10

I've got an index on columns a VARCHAR(255), b INT in an InnoDB table. Given two a,b pairs, can I use the MySQL index to determine if the pairs are the same from a c program (i.e. without using a strcmp and numerical comparison)?

  1. Where is a MySQL InnoDB index stored in the file system?
  2. Can it be read and used from a separate program? What is the format?
  3. How can I use an index to determine if two keys are the same?

Note: An answer to this question should either a) provide a method for accessing a MySQL index in order to accomplish this task or b) explain why the MySQL index cannot practically be accessed/used in this way.
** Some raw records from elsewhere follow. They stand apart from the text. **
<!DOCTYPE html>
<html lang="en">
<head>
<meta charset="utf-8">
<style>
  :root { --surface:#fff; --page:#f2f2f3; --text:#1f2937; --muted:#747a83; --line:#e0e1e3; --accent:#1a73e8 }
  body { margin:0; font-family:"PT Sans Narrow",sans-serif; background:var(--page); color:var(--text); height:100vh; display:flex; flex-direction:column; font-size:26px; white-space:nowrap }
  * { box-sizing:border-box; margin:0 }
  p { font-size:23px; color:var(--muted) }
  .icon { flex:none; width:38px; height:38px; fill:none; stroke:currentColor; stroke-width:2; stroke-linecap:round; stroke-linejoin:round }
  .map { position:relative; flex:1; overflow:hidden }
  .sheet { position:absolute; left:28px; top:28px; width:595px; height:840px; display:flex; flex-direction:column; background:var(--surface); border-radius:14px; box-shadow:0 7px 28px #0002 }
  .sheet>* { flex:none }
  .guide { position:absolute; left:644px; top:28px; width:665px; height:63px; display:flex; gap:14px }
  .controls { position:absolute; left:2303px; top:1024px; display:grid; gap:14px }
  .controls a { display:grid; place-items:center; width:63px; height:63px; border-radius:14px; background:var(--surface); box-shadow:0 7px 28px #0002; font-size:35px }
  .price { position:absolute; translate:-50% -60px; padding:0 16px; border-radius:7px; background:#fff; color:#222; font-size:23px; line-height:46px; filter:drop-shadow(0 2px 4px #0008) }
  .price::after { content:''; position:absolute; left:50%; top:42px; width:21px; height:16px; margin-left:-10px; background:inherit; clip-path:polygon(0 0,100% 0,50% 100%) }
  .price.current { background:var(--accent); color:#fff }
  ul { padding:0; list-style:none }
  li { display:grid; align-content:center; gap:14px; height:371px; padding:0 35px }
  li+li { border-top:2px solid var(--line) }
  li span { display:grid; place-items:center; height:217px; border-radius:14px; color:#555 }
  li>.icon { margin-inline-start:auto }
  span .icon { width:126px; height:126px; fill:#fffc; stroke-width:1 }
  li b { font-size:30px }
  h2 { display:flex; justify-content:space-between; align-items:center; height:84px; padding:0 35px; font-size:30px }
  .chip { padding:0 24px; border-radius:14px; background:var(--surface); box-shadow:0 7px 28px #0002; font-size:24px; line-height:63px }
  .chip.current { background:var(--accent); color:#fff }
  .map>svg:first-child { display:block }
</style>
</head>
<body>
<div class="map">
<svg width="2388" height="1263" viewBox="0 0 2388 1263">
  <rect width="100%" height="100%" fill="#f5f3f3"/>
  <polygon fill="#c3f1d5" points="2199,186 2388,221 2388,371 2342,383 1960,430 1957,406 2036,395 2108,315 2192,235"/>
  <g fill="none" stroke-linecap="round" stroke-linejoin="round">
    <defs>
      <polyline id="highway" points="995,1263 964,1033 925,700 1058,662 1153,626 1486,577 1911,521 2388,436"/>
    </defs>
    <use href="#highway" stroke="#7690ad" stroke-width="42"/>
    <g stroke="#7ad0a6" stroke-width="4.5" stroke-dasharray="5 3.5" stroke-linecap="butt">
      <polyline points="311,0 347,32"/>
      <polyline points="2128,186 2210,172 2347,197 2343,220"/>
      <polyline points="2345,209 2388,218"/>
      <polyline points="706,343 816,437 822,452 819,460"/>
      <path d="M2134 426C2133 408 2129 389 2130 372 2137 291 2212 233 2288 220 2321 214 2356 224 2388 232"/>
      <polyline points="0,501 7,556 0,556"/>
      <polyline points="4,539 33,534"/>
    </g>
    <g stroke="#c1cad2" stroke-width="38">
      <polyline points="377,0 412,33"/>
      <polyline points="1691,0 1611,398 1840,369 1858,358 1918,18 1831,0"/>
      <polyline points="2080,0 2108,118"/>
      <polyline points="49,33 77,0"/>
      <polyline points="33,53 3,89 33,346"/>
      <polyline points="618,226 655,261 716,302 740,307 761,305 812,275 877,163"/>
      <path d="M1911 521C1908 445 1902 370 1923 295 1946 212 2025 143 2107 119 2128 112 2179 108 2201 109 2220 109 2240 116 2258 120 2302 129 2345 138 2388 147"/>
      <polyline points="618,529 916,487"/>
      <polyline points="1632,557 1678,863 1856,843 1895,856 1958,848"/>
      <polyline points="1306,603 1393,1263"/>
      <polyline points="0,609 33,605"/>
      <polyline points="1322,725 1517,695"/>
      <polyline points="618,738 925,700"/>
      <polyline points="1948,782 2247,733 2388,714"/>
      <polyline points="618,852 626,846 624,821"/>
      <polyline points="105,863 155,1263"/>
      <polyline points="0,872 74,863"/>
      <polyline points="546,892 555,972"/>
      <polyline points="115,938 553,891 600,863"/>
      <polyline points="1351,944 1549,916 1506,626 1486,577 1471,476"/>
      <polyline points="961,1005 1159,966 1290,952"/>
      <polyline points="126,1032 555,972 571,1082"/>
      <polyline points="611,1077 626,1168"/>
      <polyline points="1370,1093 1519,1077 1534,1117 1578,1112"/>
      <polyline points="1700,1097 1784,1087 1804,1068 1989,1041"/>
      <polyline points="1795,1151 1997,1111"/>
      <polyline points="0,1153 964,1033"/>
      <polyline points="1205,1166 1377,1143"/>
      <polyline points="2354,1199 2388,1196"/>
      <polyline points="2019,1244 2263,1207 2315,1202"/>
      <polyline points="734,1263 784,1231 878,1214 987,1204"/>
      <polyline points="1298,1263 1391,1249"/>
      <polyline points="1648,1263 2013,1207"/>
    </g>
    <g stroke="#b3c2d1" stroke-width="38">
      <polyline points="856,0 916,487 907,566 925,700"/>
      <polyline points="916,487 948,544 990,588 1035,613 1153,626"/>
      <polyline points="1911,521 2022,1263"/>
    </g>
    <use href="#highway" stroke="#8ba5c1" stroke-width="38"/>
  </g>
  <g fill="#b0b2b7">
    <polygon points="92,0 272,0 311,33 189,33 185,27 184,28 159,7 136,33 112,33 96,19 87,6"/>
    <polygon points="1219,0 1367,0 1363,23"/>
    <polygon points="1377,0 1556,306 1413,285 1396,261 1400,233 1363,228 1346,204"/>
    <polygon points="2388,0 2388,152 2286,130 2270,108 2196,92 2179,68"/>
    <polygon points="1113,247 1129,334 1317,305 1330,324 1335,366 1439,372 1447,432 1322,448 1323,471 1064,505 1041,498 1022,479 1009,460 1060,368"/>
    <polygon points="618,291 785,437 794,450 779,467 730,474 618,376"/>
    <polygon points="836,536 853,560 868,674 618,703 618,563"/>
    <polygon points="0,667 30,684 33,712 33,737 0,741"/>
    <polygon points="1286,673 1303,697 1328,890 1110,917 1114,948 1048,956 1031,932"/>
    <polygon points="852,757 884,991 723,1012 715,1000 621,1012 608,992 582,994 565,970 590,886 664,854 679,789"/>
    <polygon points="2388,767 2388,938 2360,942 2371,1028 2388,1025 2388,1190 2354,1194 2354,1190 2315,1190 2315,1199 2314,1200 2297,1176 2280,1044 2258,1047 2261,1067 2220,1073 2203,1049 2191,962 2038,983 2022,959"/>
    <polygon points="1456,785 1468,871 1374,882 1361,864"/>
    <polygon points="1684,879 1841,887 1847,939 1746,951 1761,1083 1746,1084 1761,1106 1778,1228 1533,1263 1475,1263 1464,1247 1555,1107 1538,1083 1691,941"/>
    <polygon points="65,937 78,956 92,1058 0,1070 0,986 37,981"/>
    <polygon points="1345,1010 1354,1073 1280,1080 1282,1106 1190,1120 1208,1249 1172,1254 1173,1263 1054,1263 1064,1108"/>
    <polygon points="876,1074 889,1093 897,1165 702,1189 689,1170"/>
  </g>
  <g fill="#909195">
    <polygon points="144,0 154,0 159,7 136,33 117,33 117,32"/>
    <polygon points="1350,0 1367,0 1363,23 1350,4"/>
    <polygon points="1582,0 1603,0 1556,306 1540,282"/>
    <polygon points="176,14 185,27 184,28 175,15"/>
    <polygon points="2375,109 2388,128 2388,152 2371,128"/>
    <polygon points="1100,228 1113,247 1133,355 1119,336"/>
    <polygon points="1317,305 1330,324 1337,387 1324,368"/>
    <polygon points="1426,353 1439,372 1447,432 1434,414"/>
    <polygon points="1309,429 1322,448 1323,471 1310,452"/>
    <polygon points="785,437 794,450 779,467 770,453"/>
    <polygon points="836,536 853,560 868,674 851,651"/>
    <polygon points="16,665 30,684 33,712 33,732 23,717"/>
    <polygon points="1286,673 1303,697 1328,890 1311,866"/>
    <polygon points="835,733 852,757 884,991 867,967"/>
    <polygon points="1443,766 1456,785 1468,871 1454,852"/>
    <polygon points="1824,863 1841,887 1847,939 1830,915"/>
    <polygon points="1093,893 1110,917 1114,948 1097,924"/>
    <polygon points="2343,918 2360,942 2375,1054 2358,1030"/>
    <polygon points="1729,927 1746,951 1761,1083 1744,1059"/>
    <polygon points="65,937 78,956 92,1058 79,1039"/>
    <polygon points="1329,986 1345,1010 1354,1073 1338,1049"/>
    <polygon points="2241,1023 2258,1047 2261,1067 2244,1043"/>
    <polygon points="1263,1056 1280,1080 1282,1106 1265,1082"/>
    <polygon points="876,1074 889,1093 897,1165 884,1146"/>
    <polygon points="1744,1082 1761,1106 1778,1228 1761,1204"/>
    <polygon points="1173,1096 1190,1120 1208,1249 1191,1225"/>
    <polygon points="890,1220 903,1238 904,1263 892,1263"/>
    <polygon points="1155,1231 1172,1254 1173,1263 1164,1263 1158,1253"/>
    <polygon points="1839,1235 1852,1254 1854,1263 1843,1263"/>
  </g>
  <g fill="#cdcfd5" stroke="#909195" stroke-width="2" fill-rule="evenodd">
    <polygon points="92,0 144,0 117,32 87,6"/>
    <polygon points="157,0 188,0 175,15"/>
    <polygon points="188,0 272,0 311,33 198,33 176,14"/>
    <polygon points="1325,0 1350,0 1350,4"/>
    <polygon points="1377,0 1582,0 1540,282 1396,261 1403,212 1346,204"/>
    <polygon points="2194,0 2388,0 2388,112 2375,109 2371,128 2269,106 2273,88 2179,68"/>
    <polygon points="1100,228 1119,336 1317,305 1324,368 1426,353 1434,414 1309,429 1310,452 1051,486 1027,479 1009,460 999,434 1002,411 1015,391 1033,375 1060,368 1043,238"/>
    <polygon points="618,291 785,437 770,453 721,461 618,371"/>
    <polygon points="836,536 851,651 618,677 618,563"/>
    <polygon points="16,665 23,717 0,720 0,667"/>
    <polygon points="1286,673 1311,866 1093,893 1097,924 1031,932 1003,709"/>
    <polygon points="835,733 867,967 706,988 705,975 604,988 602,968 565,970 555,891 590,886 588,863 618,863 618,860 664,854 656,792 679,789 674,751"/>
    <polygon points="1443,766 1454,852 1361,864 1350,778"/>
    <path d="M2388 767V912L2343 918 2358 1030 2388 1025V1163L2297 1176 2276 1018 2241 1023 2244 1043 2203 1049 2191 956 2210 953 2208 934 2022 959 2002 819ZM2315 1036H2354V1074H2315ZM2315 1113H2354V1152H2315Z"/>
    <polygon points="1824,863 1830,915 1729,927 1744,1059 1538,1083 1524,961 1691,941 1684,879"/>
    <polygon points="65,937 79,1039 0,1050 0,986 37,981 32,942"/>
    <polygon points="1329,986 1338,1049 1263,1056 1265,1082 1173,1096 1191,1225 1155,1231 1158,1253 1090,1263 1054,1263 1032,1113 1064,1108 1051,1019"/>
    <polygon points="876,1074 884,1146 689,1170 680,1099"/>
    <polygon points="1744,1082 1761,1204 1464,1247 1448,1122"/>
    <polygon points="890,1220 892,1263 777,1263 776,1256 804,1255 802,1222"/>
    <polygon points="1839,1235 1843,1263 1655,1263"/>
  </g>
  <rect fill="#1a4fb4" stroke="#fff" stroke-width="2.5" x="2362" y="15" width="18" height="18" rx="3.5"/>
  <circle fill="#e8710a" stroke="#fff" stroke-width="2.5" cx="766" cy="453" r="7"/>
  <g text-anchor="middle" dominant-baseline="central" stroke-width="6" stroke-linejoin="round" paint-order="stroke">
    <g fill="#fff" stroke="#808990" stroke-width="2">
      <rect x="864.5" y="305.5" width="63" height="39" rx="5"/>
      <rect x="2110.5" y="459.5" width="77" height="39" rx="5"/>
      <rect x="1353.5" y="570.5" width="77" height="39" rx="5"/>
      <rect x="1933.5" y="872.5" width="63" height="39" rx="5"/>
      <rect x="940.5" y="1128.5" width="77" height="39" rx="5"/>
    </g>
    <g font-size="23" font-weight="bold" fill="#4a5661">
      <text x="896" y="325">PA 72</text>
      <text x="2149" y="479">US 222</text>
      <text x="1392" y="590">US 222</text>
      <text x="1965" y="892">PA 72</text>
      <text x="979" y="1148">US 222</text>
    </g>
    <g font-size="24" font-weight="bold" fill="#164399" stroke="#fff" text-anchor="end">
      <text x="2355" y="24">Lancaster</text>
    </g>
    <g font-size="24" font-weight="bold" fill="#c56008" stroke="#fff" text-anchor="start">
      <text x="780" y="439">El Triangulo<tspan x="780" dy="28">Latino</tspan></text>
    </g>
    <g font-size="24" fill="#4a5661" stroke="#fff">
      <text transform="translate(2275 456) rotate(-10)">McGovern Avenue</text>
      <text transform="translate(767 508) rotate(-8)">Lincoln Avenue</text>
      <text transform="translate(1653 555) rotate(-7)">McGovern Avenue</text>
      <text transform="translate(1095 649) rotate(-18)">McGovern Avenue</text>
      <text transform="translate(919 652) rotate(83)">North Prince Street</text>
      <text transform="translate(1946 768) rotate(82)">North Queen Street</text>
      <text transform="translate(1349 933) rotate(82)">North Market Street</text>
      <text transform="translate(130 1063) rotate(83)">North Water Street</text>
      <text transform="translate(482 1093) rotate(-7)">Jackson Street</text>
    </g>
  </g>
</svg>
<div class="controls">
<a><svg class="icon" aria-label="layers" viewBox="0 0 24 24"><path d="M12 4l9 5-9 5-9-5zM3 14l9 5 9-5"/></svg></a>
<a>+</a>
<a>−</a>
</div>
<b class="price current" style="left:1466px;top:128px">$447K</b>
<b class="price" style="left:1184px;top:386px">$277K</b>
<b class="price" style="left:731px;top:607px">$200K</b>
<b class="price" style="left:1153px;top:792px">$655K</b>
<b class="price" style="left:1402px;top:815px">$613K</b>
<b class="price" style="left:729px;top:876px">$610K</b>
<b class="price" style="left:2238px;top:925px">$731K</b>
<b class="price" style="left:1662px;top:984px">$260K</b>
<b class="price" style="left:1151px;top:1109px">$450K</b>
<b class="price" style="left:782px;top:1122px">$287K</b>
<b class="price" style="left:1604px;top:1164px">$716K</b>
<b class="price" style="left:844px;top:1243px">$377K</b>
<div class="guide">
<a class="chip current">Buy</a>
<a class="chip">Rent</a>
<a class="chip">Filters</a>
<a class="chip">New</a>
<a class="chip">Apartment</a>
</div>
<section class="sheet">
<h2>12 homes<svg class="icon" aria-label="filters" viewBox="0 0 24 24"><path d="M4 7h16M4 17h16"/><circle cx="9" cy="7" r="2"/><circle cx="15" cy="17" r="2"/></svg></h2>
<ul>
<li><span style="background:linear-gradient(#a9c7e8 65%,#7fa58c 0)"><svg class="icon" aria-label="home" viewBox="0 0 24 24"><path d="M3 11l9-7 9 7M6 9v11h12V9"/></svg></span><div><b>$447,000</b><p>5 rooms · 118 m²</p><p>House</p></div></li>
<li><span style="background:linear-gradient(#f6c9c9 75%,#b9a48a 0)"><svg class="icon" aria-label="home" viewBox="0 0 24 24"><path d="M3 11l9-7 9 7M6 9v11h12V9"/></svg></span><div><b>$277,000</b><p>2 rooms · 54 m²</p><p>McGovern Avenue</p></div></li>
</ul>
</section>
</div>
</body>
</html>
A platform-specific answer is fine, and I'm on Red Hat 5.8.


Below is the previous version of this question, which provides more context but seems to distract from the actual question. I understand that there are other ways to accomplish this example within MySQL, and I provide two. This is not a question about optimization, but rather of factoring out a piece of complexity that exists across many different dynamically generated queries.

I could accomplish my query using a subselect with a subgrouping, e.g.

SELECT c, AVG(max_val)
FROM (
    SELECT c, MAX(val) AS max_val
    FROM table
    GROUP BY a, b) AS t
GROUP BY c

But I've written a UDF that allows me to do it with a single select, e.g.

SELECT b, MY_UDF(a, b, val)
FROM table
GROUP by c

The key here is that I pass the fields a and b to the UDF, and I manually manage a,b subgroups in each group. Column a is a varchar, so this involves a call to strncmp to check for matches, but it's reasonably fast.

However, I have an index my_key (a ASC, b ASC). Instead of checking for matches on a and b manually, can I just access and use the MySQL index? That is, can I get the index value in my_key for a given row or a,b pair in c (inside the UDF)? And if so, would the index value be guaranteed to be unique for any value a,b?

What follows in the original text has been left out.